Task details |
Search the material below for "canvas" and copy every line where it occurs.
··········
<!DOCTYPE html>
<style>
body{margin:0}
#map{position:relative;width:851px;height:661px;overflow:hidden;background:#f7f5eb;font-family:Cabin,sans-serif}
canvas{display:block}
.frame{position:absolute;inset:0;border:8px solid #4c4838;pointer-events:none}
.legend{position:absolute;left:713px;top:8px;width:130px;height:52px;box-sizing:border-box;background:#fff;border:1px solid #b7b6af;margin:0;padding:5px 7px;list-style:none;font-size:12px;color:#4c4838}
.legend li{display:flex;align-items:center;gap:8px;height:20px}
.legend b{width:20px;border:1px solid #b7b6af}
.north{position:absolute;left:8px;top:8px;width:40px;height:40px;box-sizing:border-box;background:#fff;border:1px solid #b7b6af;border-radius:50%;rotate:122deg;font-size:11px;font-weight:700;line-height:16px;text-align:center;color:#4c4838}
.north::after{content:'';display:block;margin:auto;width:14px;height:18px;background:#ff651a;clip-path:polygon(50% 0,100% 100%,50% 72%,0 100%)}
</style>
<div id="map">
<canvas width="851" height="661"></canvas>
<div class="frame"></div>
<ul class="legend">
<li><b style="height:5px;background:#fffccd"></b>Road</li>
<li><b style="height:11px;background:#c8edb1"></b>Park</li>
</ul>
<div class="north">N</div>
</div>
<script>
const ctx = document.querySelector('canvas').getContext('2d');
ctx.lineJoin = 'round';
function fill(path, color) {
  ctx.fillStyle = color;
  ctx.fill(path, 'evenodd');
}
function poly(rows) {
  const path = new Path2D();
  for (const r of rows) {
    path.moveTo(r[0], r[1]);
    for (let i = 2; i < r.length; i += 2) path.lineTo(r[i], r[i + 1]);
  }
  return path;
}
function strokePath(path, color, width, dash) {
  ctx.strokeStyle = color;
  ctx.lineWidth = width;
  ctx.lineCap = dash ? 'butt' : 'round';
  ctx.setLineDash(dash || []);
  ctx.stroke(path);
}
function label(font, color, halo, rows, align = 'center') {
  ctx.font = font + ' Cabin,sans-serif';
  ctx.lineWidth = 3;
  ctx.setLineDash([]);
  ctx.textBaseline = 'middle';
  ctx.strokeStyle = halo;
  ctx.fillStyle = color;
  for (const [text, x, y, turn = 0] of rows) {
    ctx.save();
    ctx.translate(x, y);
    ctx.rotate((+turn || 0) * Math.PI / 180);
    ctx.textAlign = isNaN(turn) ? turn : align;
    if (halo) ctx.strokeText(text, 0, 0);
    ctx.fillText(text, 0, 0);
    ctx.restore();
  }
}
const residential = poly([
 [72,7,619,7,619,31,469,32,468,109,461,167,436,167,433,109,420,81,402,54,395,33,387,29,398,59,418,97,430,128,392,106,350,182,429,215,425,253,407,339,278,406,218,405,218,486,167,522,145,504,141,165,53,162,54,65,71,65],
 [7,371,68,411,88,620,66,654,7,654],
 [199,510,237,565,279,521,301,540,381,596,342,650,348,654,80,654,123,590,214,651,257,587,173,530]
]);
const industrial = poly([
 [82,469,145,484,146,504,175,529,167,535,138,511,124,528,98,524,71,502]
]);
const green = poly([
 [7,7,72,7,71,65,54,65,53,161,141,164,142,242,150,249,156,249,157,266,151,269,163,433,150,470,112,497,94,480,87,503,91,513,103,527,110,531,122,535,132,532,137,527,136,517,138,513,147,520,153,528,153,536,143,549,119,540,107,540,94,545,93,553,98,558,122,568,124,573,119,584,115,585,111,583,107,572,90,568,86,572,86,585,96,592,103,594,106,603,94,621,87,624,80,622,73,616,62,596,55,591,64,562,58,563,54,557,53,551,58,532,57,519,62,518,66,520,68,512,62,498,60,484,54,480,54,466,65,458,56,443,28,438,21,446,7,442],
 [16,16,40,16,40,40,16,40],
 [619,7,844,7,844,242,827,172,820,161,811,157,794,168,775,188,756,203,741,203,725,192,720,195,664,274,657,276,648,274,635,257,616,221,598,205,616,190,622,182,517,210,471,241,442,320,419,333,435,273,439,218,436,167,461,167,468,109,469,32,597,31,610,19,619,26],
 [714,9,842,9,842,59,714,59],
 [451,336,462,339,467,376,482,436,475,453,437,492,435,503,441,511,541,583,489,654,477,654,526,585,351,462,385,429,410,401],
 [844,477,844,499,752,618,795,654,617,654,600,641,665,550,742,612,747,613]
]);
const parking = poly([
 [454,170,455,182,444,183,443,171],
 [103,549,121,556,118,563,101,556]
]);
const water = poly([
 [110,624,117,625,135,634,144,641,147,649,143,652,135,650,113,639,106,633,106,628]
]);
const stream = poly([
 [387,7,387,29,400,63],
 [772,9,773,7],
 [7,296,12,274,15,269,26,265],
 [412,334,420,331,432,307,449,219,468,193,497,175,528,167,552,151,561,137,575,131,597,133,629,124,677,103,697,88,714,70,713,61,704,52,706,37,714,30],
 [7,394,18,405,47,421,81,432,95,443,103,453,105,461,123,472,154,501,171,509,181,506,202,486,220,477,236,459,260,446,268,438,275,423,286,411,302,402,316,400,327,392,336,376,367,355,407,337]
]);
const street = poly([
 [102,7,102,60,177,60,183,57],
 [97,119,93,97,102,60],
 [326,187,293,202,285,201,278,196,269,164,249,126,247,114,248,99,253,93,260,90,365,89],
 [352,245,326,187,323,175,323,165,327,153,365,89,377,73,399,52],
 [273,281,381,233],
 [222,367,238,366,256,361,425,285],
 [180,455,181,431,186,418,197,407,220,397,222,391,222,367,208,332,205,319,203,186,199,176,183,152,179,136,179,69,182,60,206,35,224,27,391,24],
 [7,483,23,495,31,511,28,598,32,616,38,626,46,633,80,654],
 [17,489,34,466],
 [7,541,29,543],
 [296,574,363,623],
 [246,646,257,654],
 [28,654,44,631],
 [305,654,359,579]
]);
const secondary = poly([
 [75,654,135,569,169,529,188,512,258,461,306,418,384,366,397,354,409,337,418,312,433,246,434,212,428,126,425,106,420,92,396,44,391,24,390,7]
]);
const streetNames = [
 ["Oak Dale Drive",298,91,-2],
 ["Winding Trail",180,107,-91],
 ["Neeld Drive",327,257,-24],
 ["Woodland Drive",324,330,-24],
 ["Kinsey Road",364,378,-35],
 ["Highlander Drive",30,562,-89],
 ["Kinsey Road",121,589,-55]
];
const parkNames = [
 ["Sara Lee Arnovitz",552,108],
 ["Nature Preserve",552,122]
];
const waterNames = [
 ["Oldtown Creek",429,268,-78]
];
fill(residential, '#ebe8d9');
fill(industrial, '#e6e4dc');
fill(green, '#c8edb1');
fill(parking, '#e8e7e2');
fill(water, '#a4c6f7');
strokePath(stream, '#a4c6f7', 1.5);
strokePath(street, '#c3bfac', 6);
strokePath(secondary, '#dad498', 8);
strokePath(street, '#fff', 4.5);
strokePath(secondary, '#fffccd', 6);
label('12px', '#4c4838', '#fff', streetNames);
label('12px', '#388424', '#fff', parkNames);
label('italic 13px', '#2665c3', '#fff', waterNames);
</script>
··········
Solution |
canvas{display:block}
<canvas width="851" height="661"></canvas>
const ctx = document.querySelector('canvas').getContext('2d');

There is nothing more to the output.